## PROBLEM STATEMENT
Copy each line of the records exactly, stopping only after the line that contains "0 #a2a3a9) drop-shadow(-2px" has been written, and leave pictures out.

## RECORDS PROVIDED
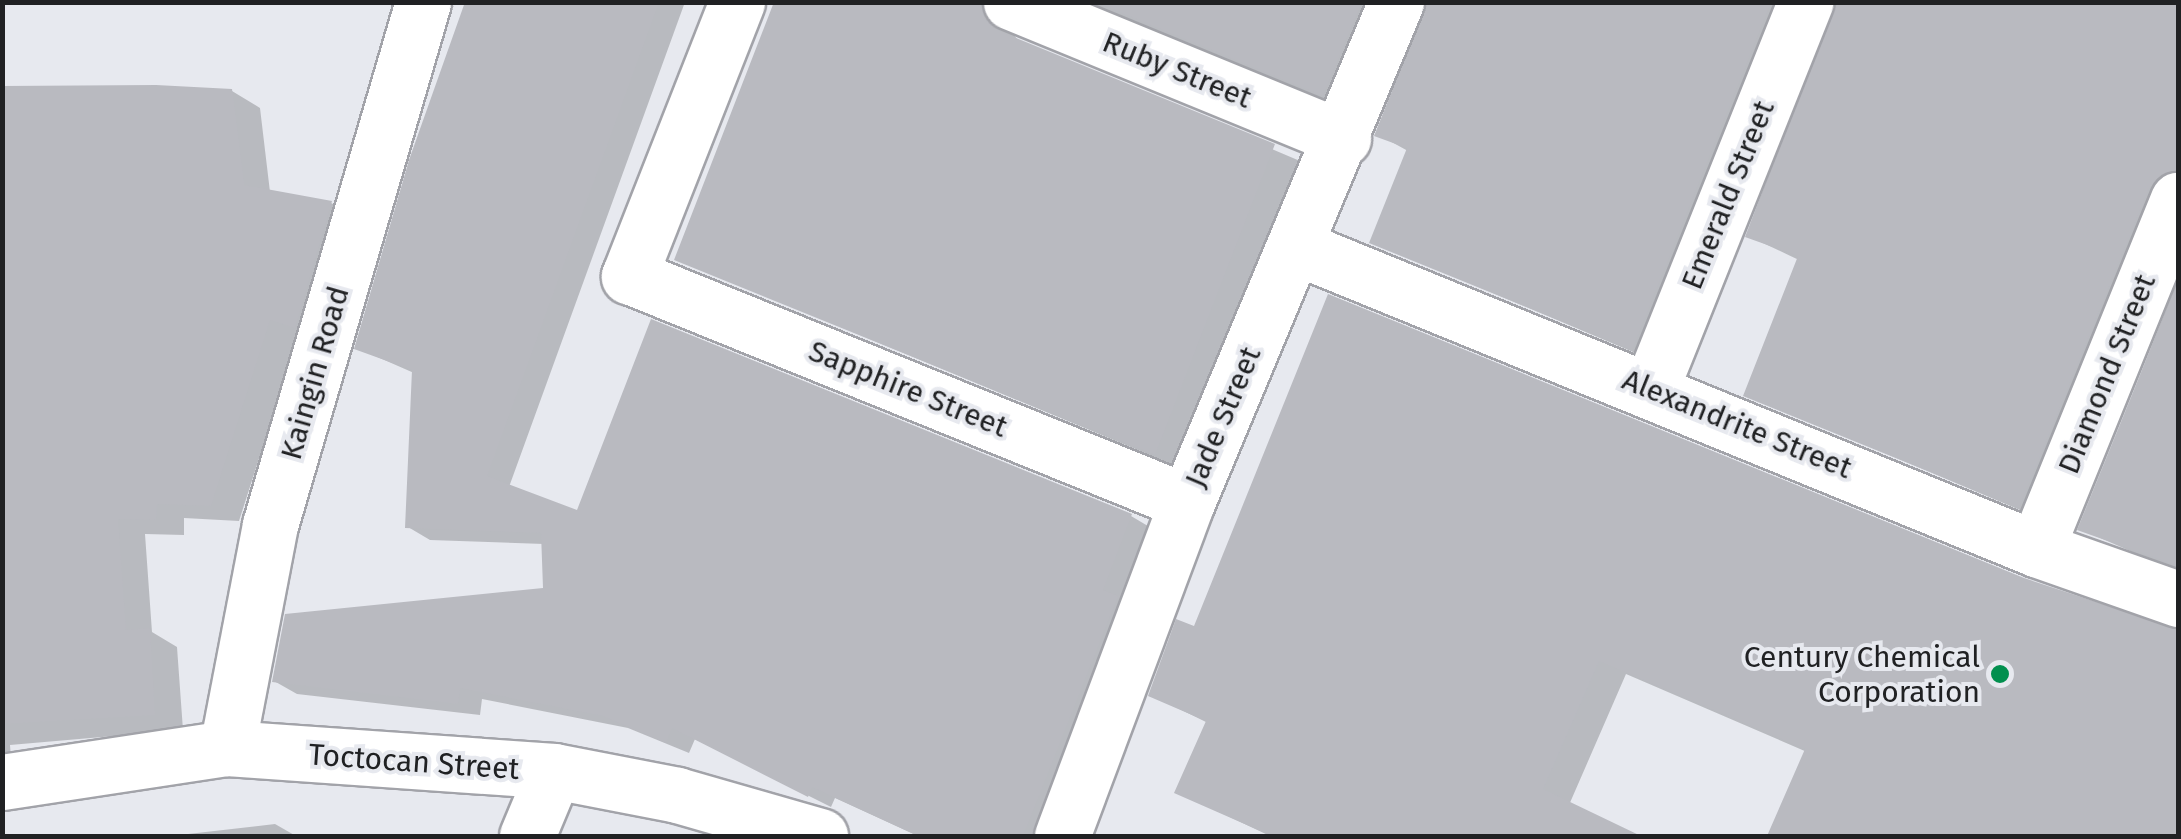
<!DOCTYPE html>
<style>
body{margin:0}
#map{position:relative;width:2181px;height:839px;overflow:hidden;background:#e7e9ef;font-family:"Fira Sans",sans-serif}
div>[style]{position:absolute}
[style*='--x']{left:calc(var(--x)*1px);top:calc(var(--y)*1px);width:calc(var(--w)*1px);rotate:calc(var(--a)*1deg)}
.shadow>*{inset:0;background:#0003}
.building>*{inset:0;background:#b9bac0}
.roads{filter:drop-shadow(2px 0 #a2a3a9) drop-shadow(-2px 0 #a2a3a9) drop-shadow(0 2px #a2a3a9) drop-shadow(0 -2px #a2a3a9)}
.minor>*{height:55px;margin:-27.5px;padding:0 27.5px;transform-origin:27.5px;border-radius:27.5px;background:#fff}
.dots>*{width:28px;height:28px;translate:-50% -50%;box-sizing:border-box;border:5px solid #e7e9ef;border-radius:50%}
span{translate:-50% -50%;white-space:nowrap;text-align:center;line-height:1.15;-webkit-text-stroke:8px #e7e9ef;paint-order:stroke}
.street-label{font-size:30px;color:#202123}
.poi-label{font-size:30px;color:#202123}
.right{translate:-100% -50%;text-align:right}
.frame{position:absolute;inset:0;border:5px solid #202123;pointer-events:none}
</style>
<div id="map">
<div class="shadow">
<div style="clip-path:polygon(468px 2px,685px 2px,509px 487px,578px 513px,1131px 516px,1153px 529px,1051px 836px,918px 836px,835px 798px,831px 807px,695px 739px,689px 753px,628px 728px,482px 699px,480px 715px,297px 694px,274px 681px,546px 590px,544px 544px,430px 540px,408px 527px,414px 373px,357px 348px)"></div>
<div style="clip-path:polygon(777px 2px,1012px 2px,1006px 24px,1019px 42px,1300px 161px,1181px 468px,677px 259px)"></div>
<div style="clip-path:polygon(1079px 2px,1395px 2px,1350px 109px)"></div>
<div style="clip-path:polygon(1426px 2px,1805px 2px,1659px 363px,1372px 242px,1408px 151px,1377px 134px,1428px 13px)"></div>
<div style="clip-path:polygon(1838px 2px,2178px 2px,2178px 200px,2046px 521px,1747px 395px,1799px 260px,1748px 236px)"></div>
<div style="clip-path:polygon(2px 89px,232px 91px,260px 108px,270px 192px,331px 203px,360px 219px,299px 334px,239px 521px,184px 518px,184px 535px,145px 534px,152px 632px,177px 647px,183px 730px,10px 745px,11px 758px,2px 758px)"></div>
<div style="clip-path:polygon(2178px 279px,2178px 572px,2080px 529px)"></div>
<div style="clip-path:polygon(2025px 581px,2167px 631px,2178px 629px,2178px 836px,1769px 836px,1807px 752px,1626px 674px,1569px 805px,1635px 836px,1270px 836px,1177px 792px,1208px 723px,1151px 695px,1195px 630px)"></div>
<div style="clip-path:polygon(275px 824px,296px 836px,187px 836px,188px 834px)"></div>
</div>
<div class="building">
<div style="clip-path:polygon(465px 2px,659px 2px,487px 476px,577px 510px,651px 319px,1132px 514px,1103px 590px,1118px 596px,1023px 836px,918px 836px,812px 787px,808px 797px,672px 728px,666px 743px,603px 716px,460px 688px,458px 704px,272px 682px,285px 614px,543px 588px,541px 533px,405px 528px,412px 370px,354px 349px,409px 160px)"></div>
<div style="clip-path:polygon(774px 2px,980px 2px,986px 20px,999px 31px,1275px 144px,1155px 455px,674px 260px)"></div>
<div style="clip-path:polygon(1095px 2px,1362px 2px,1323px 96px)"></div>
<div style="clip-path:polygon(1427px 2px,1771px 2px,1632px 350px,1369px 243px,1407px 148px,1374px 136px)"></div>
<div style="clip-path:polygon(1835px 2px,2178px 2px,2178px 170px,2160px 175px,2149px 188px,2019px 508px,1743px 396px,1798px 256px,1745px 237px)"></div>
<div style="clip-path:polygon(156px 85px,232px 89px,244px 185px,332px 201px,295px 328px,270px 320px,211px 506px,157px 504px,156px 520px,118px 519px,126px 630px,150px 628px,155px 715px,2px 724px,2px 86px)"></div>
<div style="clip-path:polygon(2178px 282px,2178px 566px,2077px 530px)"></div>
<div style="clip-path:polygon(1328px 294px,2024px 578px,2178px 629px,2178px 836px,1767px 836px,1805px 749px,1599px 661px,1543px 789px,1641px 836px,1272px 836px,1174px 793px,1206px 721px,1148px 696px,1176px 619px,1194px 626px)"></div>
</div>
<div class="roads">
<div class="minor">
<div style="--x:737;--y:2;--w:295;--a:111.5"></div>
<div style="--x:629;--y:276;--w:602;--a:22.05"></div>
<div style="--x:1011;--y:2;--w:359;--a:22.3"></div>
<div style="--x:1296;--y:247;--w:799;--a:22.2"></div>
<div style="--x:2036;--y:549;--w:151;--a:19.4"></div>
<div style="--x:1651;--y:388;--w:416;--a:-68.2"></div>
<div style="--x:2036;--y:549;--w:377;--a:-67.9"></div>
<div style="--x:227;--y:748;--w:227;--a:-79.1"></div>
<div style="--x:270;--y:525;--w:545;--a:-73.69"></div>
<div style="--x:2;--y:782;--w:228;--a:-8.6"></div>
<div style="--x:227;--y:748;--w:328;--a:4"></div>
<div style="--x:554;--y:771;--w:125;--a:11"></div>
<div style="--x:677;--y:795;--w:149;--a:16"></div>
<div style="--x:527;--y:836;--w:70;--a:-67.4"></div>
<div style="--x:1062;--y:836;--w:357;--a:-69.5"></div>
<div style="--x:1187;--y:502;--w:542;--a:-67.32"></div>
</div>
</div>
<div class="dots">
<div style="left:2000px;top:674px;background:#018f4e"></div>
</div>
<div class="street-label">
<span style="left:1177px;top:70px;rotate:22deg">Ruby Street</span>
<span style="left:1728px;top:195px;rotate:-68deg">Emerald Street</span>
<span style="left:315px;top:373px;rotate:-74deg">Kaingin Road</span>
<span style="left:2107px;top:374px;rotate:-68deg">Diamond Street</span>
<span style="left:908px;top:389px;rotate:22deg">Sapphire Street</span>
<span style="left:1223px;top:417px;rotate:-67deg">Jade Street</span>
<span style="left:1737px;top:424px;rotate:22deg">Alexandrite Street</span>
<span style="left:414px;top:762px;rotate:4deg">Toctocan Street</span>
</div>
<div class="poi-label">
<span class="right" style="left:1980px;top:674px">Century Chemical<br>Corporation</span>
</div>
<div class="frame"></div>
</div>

## WRITTEN ANSWER
<!DOCTYPE html>
<style>
body{margin:0}
#map{position:relative;width:2181px;height:839px;overflow:hidden;background:#e7e9ef;font-family:"Fira Sans",sans-serif}
div>[style]{position:absolute}
[style*='--x']{left:calc(var(--x)*1px);top:calc(var(--y)*1px);width:calc(var(--w)*1px);rotate:calc(var(--a)*1deg)}
.shadow>*{inset:0;background:#0003}
.building>*{inset:0;background:#b9bac0}
.roads{filter:drop-shadow(2px 0 #a2a3a9) drop-shadow(-2px 0 #a2a3a9) drop-shadow(0 2px #a2a3a9) drop-shadow(0 -2px #a2a3a9)}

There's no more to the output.